Wales failed yesterday in their third and final attempt to have Russia thrown out of Euro 2004 over a failed drug test.
The Court of Arbitration for Sport dismissed their case to gain a place in next month's tournament in Portugal.
The Russian midfielder, Igor Titov, failed a drug test after the first leg of the qualification play-off against Wales in November and played in the second leg. Russia won 1-0 on aggregate to secure a place in the tournament, which begins on 12 June.
The Welsh FA had asked the CAS, the supreme global sports court, to cancel the result and award Wales a 3-0 win on aggregate. Wales had widely been expected to lose the case, which was a last-ditch attempt to secure a berth at their first major tournament for nearly half a century.
"We are very disappointed that we couldn't persuade CAS to overturn the decision of Uefa and to punish the Football Union of Russia," said David Collins, secretary-general of the FA of Wales.

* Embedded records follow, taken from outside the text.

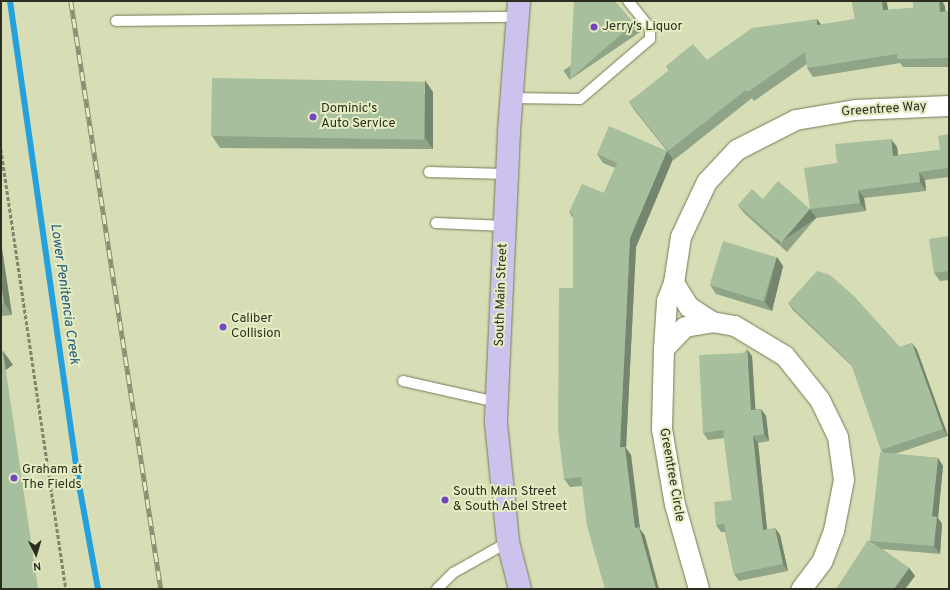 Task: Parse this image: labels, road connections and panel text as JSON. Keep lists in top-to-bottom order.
{
  "streets": {
    "main road": ["South Main Street"],
    "street": ["Greentree Way", "Greentree Circle"]
  },
  "crossings": [
    ["Greentree Way", "Greentree Circle"]
  ],
  "water": ["Lower Penitencia Creek"],
  "places": [
    "Jerry's Liquor",
    "Dominic's Auto Service",
    "Caliber Collision",
    "Graham at The Fields",
    "South Main Street & South Abel Street"
  ],
  "north": "bottom"
}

Vyacheslav Koloskov, the head of the Russian FA, said there was "no sense of logic" in Wales' repeated attempts to expel his team.
The CAS's decision upholds those made in February and again in March by Uefa, who said that at the time there was no punishment for a team when one individual had failed a drug test.
Titov tested positive for the banned stimulant, bromantan, after the 0-0 first leg when he was an unused substitute. He then played in Russia's 1-0 win in Cardiff four days later.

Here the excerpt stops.